Bell cluster will be unavailable Wednesday

October 28, 2020 8:00am - 6:00pm EDT
Maintenance
Bell

Link to update at October 29, 2020 12:17pm EDT UPDATE: October 29, 2020 12:17pm EDT

The Bell cluster, including the highmem nodes, has been returned to early access testing status.

During this week’s maintenance, we completed benchmarking and finalized the cluster's internal configuration. Node performance has been tuned, made steady and reproducible; the Open OnDemand gateway is now available for use; and the cluster’s software stack continues to mature - AMD-optimized AOCL math libraries have been integrated, and the latest machine learning frameworks are now available.

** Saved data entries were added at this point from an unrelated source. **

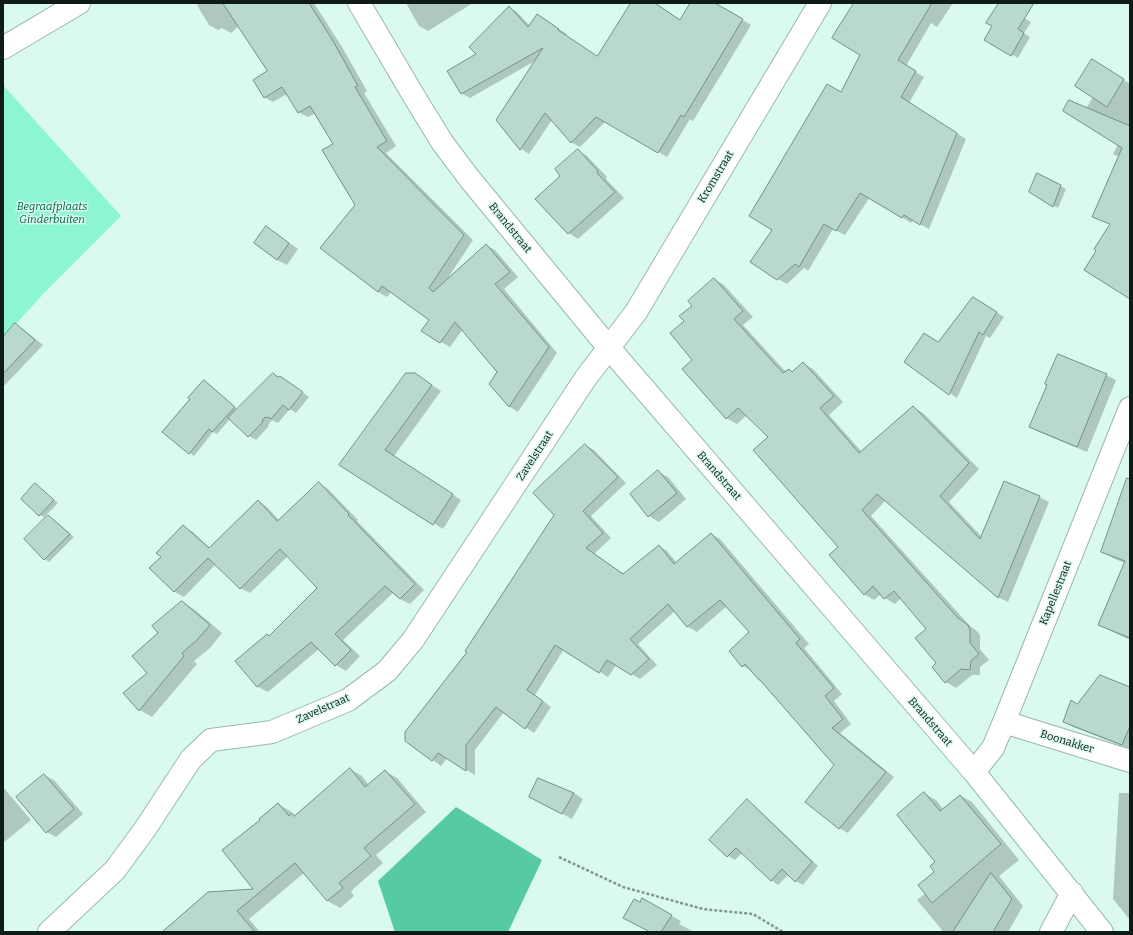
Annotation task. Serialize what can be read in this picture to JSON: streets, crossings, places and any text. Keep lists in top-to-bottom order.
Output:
{
  "streets": {
    "street": [
      "Kromstraat",
      "Brandstraat",
      "Zavelstraat",
      "Kapellestraat",
      "Boonakker"
    ]
  },
  "crossings": [
    ["Kromstraat", "Brandstraat"],
    ["Kromstraat", "Zavelstraat"],
    ["Brandstraat", "Zavelstraat"],
    ["Brandstraat", "Kapellestraat"],
    ["Kapellestraat", "Boonakker"]
  ],
  "parks": ["Begraafplaats Ginderbuiten"]
}
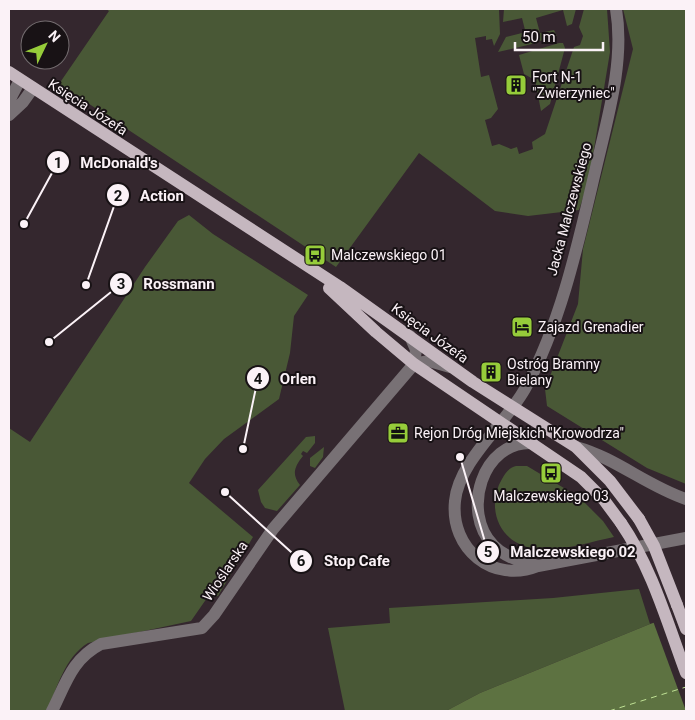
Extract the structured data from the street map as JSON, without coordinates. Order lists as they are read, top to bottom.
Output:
{
  "streets": {
    "main road": ["Księcia Józefa"],
    "street": ["Jacka Malczewskiego", "Wioślarska"]
  },
  "crossings": [
    ["Księcia Józefa", "Jacka Malczewskiego"],
    ["Księcia Józefa", "Wioślarska"]
  ],
  "places": {
    "building": ["Fort N-1 \"Zwierzyniec\"", "Ostróg Bramny Bielany"],
    "other": [
      "McDonald's",
      "Action",
      "Rossmann",
      "Orlen",
      "Malczewskiego 02",
      "Stop Cafe"
    ],
    "bus stop": ["Malczewskiego 01", "Malczewskiego 03"],
    "hotel": ["Zajazd Grenadier"],
    "office": ["Rejon Dróg Miejskich \"Krowodrza\""]
  },
  "scale_bar": "50 m",
  "north": "top right"
}
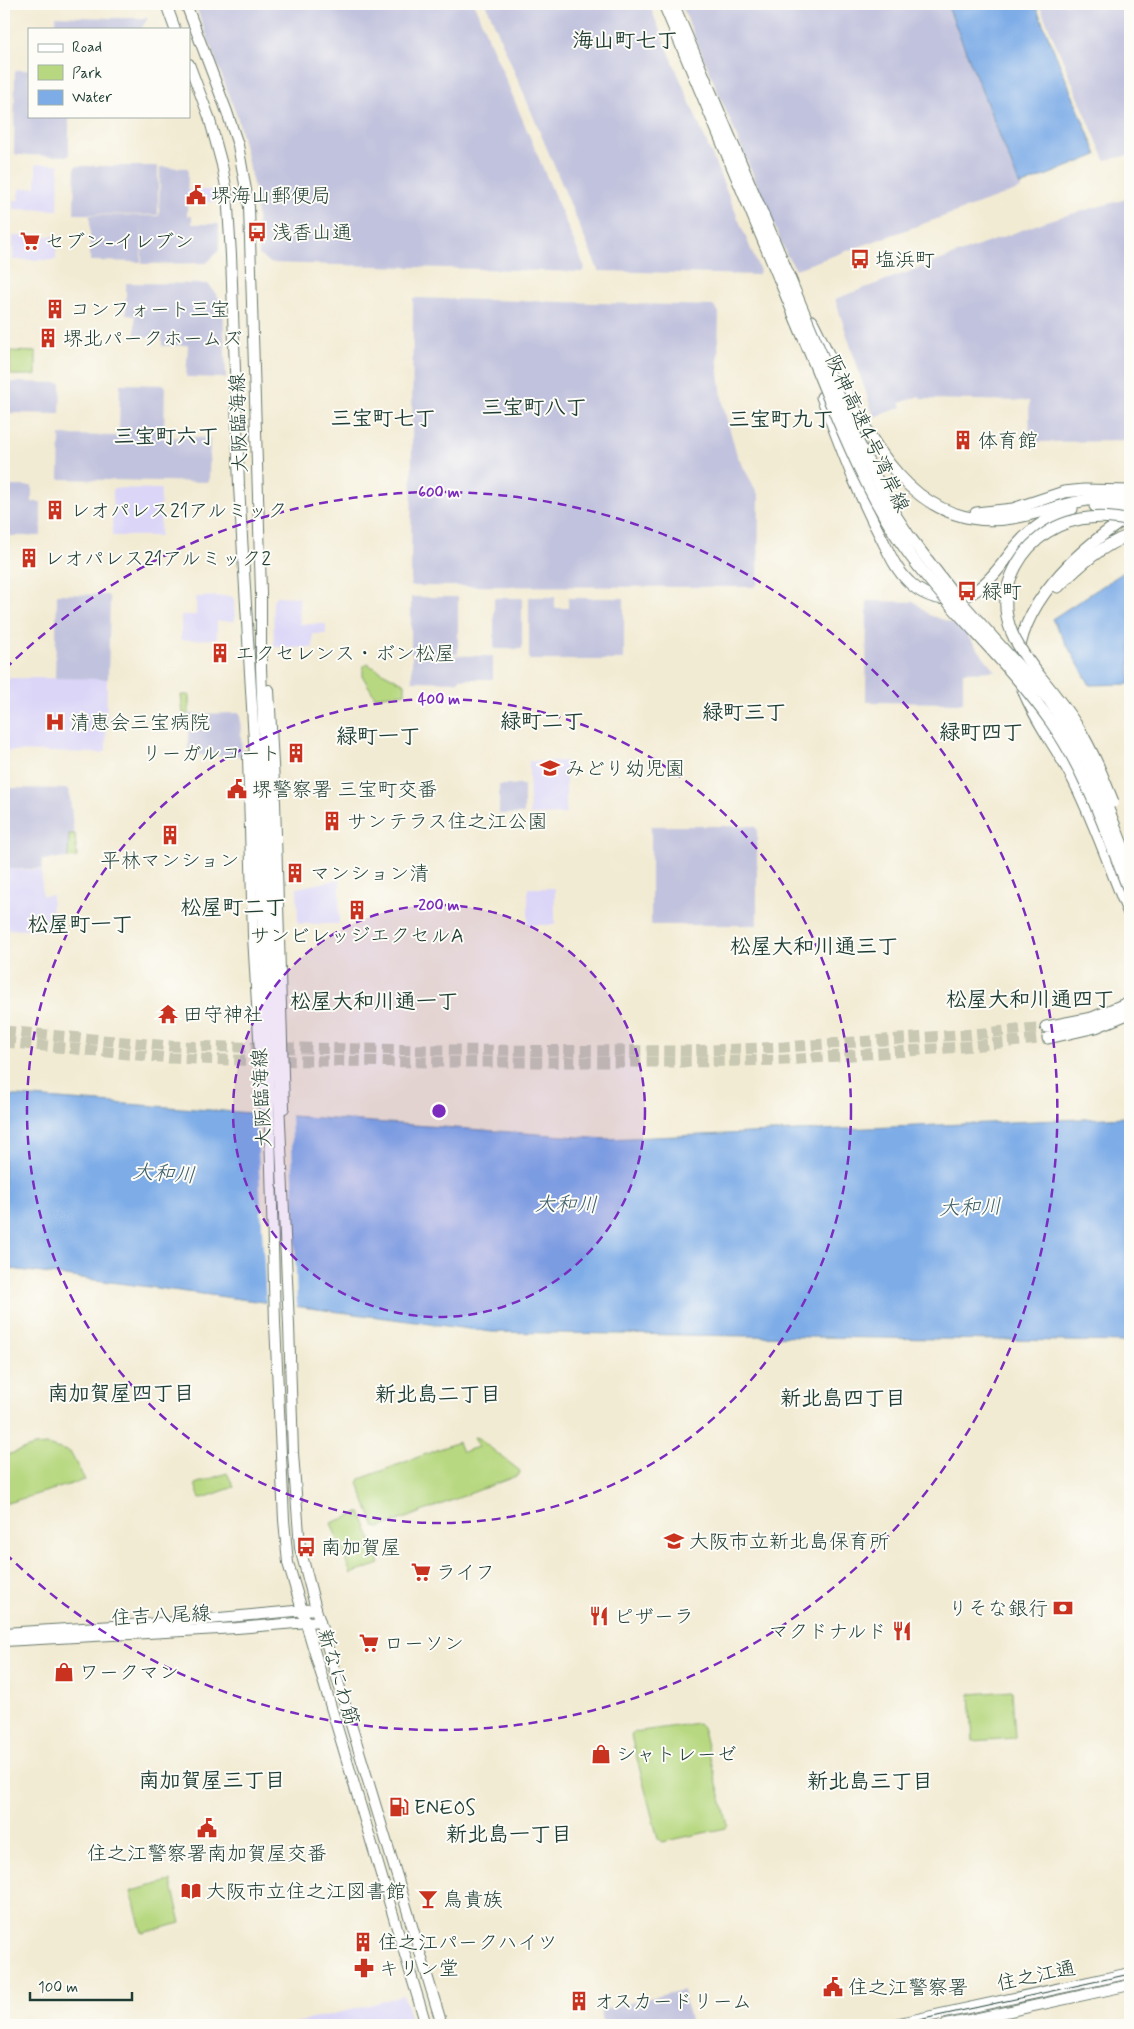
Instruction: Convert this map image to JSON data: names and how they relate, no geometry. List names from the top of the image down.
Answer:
{
  "streets": {
    "highway": ["阪神高速4号湾岸線"],
    "main road": [
      "大阪臨海線",
      "住吉八尾線",
      "新なにわ筋",
      "住之江通"
    ]
  },
  "crossings": [
    ["大阪臨海線", "新なにわ筋"],
    ["住吉八尾線", "新なにわ筋"]
  ],
  "districts": [
    "海山町七丁",
    "三宝町八丁",
    "三宝町七丁",
    "三宝町九丁",
    "三宝町六丁",
    "緑町三丁",
    "緑町二丁",
    "緑町四丁",
    "緑町一丁",
    "松屋町二丁",
    "松屋町一丁",
    "松屋大和川通三丁",
    "松屋大和川通四丁",
    "松屋大和川通一丁",
    "南加賀屋四丁目",
    "新北島二丁目",
    "新北島四丁目",
    "南加賀屋三丁目",
    "新北島三丁目",
    "新北島一丁目"
  ],
  "water": ["大和川"],
  "places": {
    "public building": [
      "堺海山郵便局",
      "堺警察署 三宝町交番",
      "住之江警察署南加賀屋交番",
      "住之江警察署"
    ],
    "bus stop": [
      "浅香山通",
      "塩浜町",
      "緑町",
      "南加賀屋"
    ],
    "supermarket": ["セブン-イレブン", "ライフ", "ローソン"],
    "building": [
      "コンフォート三宝",
      "堺北パークホームズ",
      "体育館",
      "レオパレス21アルミック",
      "レオパレス21アルミック2",
      "エクセレンス・ボン松屋",
      "リーガルコート",
      "サンテラス住之江公園",
      "平林マンション",
      "マンション清",
      "サンビレッジエクセルA",
      "住之江パークハイツ",
      "オスカードリーム"
    ],
    "hospital": ["清恵会三宝病院"],
    "school or university": ["みどり幼児園", "大阪市立新北島保育所"],
    "temple": ["田守神社"],
    "bank": ["りそな銀行"],
    "restaurant": ["ピザーラ", "マクドナルド"],
    "shop": ["ワークマン", "シャトレーゼ"],
    "fuel station": ["ENEOS"],
    "library": ["大阪市立住之江図書館"],
    "bar": ["鳥貴族"],
    "pharmacy": ["キリン堂"]
  },
  "legend": ["Road", "Park", "Water"],
  "scale_bar": "100 m",
  "rings": ["600 m", "400 m", "200 m"]
}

However, pre-production testing has revealed an issue with the Lustre filesystem powering Bell’s scratch. The new Lustre on Bell has several exciting performance-enhancing features, but vendor engineers have been re-engaged to assist with tuning the filesystem’s configuration so that the scratch filesystem will function as designed.

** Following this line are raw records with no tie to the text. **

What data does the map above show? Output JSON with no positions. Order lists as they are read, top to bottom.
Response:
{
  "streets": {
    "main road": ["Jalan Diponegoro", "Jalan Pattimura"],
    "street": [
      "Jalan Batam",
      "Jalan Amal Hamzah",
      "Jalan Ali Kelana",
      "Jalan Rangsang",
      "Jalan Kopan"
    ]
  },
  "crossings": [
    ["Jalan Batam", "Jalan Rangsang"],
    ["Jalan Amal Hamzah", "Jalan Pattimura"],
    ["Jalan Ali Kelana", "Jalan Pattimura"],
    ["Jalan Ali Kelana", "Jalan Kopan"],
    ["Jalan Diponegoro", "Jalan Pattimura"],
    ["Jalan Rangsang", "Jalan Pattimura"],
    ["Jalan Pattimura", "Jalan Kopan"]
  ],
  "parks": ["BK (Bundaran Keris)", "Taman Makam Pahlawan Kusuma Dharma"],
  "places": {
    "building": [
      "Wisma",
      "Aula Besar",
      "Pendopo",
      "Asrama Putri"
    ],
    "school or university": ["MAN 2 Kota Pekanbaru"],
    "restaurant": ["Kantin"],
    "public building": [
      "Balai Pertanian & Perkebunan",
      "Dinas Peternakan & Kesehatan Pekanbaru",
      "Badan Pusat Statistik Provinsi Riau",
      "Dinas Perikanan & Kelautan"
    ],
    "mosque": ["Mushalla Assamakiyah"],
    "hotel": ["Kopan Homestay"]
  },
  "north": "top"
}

While this work is ongoing, the scratch filesystem is temporarily unavailable.

Job scheduling has been re-enabled, without scratch. In the meantime, your labs may make use of /home and /depot for your current testing, but please take care to limit the I/O operations of your test workflows, as these filesystems are not as powerful as Bell’s Lustre.

We will notify you when the scratch filesystem is back online so that you can change your workflows to use scratch again. Thank you very much for your understanding and cooperation.

Link to original posting ORIGINAL: October 28, 2020 8:00am EDT

The Bell cluster will be unavailable Wednesday, October 28, 2020 at 8:00am EDT for scheduled maintenance. During this time, our Engineering team will be working with vendor representatives to complete benchmarking steps and finalize the cluster's internal configuration.

During this time users will still be able to login to cluster front-ends for limited code testing (but please be aware that front-ends will be subject to at least one reboot to apply BIOS updates). As usual, scheduled jobs on compute nodes will not run during the maintenance period.

Originally posted: October 26, 2020 5:29pm EDT
Last updated: October 29, 2020 12:17pm EDT